* **The task**
In the listing below, find the line with "M1210 323 1219 336 1205 346 1195 333Z" and the line with "M505 1510 587". Repeat those two lines and all lines between them exactly.

* **Information supplied**

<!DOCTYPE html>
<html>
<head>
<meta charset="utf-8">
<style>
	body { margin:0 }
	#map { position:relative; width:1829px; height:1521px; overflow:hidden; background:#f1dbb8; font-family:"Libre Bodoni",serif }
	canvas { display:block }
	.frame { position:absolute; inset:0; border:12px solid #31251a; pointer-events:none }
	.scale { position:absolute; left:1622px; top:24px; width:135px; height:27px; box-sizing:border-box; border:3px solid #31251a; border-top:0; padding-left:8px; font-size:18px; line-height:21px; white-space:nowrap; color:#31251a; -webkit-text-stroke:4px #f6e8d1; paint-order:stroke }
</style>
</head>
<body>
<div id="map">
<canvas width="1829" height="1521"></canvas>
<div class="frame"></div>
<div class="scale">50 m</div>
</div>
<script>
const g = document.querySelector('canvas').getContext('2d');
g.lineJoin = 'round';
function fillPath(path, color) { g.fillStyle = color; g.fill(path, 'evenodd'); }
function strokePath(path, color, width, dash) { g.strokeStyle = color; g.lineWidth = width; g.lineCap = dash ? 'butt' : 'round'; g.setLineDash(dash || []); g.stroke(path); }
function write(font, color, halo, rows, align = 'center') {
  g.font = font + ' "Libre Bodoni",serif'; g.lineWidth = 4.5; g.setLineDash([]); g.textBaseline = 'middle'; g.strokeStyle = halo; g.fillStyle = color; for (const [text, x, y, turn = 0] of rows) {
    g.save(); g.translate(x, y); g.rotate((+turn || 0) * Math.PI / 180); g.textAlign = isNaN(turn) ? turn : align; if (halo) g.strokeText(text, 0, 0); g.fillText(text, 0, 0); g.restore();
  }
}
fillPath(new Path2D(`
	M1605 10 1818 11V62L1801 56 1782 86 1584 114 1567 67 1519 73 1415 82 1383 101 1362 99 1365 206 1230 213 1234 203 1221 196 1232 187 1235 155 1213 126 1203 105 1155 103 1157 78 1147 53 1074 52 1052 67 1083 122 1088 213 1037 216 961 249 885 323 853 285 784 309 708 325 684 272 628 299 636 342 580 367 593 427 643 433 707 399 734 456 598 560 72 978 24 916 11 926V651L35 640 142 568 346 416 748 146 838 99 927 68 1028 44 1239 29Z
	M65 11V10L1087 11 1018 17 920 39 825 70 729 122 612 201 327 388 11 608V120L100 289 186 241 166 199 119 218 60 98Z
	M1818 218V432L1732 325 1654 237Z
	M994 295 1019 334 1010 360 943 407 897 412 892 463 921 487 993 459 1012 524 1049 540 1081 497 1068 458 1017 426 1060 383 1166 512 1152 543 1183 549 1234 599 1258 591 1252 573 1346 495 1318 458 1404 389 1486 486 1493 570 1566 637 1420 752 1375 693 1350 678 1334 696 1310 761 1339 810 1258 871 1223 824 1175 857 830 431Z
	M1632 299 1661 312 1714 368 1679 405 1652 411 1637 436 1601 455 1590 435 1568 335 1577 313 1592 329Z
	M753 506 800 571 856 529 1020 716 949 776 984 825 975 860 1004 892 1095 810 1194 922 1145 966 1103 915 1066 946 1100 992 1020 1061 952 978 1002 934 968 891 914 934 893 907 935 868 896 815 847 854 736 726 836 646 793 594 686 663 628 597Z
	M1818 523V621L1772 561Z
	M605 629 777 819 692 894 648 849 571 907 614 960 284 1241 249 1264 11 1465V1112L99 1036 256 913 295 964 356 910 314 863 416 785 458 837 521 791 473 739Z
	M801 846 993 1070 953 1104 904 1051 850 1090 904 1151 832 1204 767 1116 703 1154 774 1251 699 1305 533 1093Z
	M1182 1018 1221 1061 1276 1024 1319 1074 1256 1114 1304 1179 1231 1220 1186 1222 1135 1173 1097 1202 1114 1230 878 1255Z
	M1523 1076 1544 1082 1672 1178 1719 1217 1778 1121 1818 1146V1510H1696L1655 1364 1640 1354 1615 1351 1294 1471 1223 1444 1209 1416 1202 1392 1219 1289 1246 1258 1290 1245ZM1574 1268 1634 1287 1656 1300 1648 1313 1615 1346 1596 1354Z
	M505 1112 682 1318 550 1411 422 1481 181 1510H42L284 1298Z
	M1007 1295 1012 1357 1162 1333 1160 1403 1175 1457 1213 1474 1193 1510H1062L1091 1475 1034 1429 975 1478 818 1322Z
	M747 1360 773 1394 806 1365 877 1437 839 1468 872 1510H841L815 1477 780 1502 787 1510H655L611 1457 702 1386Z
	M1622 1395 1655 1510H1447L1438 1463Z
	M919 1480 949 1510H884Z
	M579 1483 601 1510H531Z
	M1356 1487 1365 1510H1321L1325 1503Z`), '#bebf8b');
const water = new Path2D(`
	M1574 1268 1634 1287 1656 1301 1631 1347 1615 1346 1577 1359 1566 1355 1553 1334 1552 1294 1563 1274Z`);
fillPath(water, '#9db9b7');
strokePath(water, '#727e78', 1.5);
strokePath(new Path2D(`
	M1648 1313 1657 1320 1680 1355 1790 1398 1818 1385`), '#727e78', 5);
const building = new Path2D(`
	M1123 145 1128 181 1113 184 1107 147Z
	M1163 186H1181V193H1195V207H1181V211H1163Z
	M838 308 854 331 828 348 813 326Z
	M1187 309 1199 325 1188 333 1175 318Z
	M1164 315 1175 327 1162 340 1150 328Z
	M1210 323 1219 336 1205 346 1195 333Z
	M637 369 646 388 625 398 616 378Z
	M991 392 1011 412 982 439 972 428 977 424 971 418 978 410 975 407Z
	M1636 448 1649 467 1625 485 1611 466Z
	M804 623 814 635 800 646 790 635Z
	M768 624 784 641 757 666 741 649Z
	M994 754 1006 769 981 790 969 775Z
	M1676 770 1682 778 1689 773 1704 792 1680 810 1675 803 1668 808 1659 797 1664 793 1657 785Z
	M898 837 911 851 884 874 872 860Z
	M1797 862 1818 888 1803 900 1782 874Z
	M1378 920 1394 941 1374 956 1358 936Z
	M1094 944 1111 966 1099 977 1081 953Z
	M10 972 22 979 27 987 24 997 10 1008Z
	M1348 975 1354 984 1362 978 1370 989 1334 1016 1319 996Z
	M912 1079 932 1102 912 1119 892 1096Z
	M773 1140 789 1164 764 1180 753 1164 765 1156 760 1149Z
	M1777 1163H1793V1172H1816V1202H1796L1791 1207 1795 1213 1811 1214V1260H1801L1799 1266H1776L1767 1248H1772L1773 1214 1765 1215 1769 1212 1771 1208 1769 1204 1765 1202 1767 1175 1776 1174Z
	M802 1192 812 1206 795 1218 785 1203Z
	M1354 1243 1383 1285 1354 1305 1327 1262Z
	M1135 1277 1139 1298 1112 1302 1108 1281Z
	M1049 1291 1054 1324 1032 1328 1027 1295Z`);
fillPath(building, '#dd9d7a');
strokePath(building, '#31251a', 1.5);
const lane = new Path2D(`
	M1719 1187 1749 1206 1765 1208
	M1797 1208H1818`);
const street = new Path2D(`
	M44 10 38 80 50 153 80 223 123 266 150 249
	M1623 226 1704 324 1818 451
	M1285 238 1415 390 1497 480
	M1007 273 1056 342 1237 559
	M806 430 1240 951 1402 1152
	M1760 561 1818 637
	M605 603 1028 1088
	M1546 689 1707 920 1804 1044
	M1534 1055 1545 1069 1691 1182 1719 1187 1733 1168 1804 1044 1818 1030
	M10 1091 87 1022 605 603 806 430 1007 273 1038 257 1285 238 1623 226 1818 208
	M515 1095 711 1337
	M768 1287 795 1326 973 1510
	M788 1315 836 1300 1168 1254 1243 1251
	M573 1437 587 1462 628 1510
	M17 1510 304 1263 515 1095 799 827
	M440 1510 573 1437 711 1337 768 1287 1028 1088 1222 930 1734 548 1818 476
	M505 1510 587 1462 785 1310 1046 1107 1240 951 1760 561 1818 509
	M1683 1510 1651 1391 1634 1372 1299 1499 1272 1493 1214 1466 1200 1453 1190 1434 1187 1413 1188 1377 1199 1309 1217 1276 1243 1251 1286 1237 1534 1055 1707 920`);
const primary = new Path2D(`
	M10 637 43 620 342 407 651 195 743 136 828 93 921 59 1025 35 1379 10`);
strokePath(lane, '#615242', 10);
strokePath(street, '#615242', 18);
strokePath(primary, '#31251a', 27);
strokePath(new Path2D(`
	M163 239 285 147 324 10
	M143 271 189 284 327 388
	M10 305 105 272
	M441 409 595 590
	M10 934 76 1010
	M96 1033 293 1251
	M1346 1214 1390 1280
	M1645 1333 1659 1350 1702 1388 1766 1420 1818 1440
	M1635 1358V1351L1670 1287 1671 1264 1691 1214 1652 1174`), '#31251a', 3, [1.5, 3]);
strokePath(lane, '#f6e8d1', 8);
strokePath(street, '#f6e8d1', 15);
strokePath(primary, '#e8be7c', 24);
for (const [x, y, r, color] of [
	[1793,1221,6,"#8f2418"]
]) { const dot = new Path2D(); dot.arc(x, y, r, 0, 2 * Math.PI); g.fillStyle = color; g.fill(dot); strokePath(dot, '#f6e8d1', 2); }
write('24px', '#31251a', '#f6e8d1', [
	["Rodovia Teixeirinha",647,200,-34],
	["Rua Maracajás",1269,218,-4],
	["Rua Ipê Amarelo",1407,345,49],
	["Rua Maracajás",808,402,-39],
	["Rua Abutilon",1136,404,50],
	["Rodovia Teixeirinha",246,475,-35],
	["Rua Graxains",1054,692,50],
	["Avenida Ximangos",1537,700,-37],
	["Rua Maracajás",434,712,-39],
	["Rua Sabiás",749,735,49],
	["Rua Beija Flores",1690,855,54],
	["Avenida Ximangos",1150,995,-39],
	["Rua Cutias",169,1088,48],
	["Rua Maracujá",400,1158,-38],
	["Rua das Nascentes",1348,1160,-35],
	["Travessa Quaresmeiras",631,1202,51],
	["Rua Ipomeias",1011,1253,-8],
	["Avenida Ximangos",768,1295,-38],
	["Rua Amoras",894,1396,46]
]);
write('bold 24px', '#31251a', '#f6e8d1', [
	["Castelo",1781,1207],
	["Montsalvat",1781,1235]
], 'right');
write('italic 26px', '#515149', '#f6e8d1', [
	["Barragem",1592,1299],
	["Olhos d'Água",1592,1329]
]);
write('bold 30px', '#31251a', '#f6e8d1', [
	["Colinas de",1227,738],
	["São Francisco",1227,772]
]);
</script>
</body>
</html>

* **Exercise output**
	M1210 323 1219 336 1205 346 1195 333Z
	M637 369 646 388 625 398 616 378Z
	M991 392 1011 412 982 439 972 428 977 424 971 418 978 410 975 407Z
	M1636 448 1649 467 1625 485 1611 466Z
	M804 623 814 635 800 646 790 635Z
	M768 624 784 641 757 666 741 649Z
	M994 754 1006 769 981 790 969 775Z
	M1676 770 1682 778 1689 773 1704 792 1680 810 1675 803 1668 808 1659 797 1664 793 1657 785Z
	M898 837 911 851 884 874 872 860Z
	M1797 862 1818 888 1803 900 1782 874Z
	M1378 920 1394 941 1374 956 1358 936Z
	M1094 944 1111 966 1099 977 1081 953Z
	M10 972 22 979 27 987 24 997 10 1008Z
	M1348 975 1354 984 1362 978 1370 989 1334 1016 1319 996Z
	M912 1079 932 1102 912 1119 892 1096Z
	M773 1140 789 1164 764 1180 753 1164 765 1156 760 1149Z
	M1777 1163H1793V1172H1816V1202H1796L1791 1207 1795 1213 1811 1214V1260H1801L1799 1266H1776L1767 1248H1772L1773 1214 1765 1215 1769 1212 1771 1208 1769 1204 1765 1202 1767 1175 1776 1174Z
	M802 1192 812 1206 795 1218 785 1203Z
	M1354 1243 1383 1285 1354 1305 1327 1262Z
	M1135 1277 1139 1298 1112 1302 1108 1281Z
	M1049 1291 1054 1324 1032 1328 1027 1295Z`);
fillPath(building, '#dd9d7a');
strokePath(building, '#31251a', 1.5);
const lane = new Path2D(`
	M1719 1187 1749 1206 1765 1208
	M1797 1208H1818`);
const street = new Path2D(`
	M44 10 38 80 50 153 80 223 123 266 150 249
	M1623 226 1704 324 1818 451
	M1285 238 1415 390 1497 480
	M1007 273 1056 342 1237 559
	M806 430 1240 951 1402 1152
	M1760 561 1818 637
	M605 603 1028 1088
	M1546 689 1707 920 1804 1044
	M1534 1055 1545 1069 1691 1182 1719 1187 1733 1168 1804 1044 1818 1030
	M10 1091 87 1022 605 603 806 430 1007 273 1038 257 1285 238 1623 226 1818 208
	M515 1095 711 1337
	M768 1287 795 1326 973 1510
	M788 1315 836 1300 1168 1254 1243 1251
	M573 1437 587 1462 628 1510
	M17 1510 304 1263 515 1095 799 827
	M440 1510 573 1437 711 1337 768 1287 1028 1088 1222 930 1734 548 1818 476
	M505 1510 587 1462 785 1310 1046 1107 1240 951 1760 561 1818 509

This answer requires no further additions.